This is (MI’s) Dakhma. There are many (named) like it but this one is better.
This Dakma is not your friend. It is intense. You must listen as intensely as Dakhma plays. Without volume Dakhma is useless. Without Dakhma, your ears are useless. You must listen to Dakhma loud. You must listen to Dakhma louder than the enemy telling you to turn it down. You must drown them before they silence you.
You will keep Dakhma at the ready even as you are ready for Dakhma. You will become part of each other.
Before Grind, you must swear this creed. Dakhma and yourself are the defenders of crust. You are the masters of black metal. You are the saviors of ferocity. So be it, until there is catharsis and peace.
Grindin’.
Photos by Carmelo Española. |
In recent years there’s been a lot of talk about female-fronted occult doom bands (which I love) but at the other end of the spectrum there seems to be a lot of grind (hybrid) bands with female “singers” tearing heads off like it’s their reason for existing. Cloud Rat slays, Couch Slut has a new release in the works, Fuck the Facts have been at it forever, Closet Witch totally wrecked my brain and now Dakhma has set out to eviscerate with Suna Kulto.
So if having a throat shredder without testes isn’t considered a novelty anymore (which it shouldn’t be) then what is there to set Dakhma apart from the rest? Well, how many grind bands do you know with songs around 20 minutes long? Yeah. (If you answered this with any number above two, get in touch with me.) That’s right. Suna Kulto is two tracks covering a rough and raw 40 minutes.

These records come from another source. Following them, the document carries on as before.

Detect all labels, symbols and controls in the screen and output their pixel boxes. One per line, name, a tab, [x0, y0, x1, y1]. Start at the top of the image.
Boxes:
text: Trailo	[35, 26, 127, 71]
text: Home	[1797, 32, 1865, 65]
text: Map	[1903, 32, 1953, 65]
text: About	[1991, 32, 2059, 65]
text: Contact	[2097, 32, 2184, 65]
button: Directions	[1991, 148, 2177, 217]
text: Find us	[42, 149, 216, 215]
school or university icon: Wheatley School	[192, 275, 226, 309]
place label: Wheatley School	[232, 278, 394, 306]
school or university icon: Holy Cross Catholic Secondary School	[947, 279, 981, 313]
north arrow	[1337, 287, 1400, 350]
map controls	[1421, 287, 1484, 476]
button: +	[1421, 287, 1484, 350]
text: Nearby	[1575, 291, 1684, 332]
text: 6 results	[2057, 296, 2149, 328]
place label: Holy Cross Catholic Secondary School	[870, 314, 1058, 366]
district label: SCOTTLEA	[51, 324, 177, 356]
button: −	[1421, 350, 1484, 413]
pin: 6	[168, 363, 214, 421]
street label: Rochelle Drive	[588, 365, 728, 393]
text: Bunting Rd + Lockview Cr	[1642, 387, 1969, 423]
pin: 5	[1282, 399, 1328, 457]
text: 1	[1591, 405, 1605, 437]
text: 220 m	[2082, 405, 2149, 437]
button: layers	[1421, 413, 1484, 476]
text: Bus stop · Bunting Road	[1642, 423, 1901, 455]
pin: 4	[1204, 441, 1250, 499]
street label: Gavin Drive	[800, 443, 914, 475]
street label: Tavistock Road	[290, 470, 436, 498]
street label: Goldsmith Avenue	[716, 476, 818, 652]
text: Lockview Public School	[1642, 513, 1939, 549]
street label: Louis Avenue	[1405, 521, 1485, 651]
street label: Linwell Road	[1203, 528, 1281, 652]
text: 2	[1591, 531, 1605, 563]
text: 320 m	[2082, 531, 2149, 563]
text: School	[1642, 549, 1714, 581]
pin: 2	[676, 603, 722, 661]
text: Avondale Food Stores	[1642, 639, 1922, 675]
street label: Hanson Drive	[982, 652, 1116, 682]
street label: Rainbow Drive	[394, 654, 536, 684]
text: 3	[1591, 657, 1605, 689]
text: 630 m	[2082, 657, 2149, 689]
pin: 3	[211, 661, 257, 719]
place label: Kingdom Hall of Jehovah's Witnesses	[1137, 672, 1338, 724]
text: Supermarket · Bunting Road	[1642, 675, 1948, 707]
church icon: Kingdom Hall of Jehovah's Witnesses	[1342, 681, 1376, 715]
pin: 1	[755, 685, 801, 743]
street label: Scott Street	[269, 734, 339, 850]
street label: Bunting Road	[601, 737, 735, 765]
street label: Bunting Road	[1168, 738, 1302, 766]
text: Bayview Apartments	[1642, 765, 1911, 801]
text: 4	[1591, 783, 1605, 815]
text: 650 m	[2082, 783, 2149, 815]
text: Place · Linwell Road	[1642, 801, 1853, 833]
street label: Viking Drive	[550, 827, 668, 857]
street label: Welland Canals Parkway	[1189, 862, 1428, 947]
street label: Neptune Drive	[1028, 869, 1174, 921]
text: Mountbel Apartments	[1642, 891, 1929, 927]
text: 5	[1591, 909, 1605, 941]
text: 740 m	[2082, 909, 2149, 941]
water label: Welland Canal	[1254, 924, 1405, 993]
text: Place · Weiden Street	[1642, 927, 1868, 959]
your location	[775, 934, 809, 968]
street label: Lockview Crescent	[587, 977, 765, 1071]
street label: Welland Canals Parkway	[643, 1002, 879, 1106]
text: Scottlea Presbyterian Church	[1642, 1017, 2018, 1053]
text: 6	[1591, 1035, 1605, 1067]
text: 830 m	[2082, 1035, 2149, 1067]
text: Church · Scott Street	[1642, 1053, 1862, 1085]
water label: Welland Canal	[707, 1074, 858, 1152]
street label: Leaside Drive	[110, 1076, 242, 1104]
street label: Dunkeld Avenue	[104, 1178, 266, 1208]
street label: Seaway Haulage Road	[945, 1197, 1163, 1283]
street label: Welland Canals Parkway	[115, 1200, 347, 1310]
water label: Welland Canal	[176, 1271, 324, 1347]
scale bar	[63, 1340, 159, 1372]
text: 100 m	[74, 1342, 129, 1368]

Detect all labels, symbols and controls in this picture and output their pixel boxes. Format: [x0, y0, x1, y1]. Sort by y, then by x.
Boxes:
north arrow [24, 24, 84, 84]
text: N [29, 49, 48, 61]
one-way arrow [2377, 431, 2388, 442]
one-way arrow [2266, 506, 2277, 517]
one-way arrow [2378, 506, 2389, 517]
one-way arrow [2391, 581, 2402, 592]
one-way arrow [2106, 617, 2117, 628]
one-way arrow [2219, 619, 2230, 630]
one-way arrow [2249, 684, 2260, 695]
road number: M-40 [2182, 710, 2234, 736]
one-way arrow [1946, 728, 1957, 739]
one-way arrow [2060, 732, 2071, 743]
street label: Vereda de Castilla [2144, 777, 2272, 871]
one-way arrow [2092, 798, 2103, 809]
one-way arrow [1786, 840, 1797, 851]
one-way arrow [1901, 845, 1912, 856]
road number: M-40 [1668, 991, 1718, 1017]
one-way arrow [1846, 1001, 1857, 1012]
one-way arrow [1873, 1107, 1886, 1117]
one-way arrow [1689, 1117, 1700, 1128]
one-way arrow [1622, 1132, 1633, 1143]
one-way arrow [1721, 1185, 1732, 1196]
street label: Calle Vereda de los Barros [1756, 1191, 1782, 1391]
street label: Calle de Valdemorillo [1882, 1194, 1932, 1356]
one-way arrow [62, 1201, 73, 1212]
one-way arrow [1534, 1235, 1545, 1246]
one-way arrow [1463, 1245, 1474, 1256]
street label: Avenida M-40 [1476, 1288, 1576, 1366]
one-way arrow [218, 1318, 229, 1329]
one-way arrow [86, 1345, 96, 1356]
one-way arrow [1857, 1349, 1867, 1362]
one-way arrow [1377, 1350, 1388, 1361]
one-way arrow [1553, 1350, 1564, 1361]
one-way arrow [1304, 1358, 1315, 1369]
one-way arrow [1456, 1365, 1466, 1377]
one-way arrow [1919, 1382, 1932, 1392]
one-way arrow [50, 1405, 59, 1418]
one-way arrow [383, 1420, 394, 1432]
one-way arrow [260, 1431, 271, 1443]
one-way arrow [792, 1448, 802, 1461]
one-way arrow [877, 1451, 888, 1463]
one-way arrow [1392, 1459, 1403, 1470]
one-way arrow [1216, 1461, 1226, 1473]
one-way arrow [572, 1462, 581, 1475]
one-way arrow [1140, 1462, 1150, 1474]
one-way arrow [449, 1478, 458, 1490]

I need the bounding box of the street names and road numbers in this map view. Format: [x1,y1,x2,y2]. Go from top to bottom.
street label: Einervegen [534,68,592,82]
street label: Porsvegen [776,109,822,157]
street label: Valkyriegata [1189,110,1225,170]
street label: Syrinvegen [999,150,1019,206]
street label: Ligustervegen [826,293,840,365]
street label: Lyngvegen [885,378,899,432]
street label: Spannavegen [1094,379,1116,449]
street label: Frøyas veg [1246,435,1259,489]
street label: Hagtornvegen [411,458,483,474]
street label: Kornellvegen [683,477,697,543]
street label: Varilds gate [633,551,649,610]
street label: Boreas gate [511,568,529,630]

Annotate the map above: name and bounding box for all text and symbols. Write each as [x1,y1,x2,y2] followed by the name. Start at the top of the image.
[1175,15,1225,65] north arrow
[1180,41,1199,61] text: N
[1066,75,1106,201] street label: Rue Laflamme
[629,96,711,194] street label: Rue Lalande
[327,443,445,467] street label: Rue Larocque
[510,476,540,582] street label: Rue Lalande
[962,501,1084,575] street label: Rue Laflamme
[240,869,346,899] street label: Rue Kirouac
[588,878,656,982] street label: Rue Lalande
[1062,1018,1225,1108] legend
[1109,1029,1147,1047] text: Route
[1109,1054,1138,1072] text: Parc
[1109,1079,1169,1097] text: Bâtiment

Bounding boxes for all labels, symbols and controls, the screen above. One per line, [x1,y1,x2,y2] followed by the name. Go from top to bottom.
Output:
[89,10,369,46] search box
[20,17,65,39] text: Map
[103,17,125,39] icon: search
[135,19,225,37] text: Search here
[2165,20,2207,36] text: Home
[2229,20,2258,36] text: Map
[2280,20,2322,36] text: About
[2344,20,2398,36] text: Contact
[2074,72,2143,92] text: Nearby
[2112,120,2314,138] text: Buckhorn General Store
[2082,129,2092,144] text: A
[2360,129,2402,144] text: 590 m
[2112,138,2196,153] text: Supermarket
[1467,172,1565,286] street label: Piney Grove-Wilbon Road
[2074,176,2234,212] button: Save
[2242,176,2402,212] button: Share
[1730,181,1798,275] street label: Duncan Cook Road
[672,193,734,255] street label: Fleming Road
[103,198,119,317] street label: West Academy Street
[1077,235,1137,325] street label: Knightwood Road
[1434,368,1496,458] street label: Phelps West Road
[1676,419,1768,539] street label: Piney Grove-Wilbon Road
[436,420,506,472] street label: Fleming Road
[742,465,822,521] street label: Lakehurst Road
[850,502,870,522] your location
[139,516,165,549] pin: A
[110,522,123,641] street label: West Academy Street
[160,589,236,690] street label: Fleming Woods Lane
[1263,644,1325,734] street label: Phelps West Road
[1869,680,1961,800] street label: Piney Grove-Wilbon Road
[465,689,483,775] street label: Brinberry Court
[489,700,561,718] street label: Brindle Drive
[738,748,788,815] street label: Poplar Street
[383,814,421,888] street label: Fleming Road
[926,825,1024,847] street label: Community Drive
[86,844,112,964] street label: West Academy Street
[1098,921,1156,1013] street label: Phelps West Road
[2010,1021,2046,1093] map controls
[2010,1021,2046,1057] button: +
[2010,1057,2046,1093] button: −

As you can imagine “Coins” and “East” are more than just blasting away at 1000 bpm for 20 minutes. That would be ludicrous and exhausting even for the listener. Despite being tagged as black/crust/grind one could almost throw “post-” into the mix. But they don’t sound like some sappy band when not pinning you against a wall under a flurry of kidney punches. There’s ample melody mixed in. “East” has a nice long section that occupies the same sonic space as a band like Alcest or even Pelican. “Coins” does too for that matter.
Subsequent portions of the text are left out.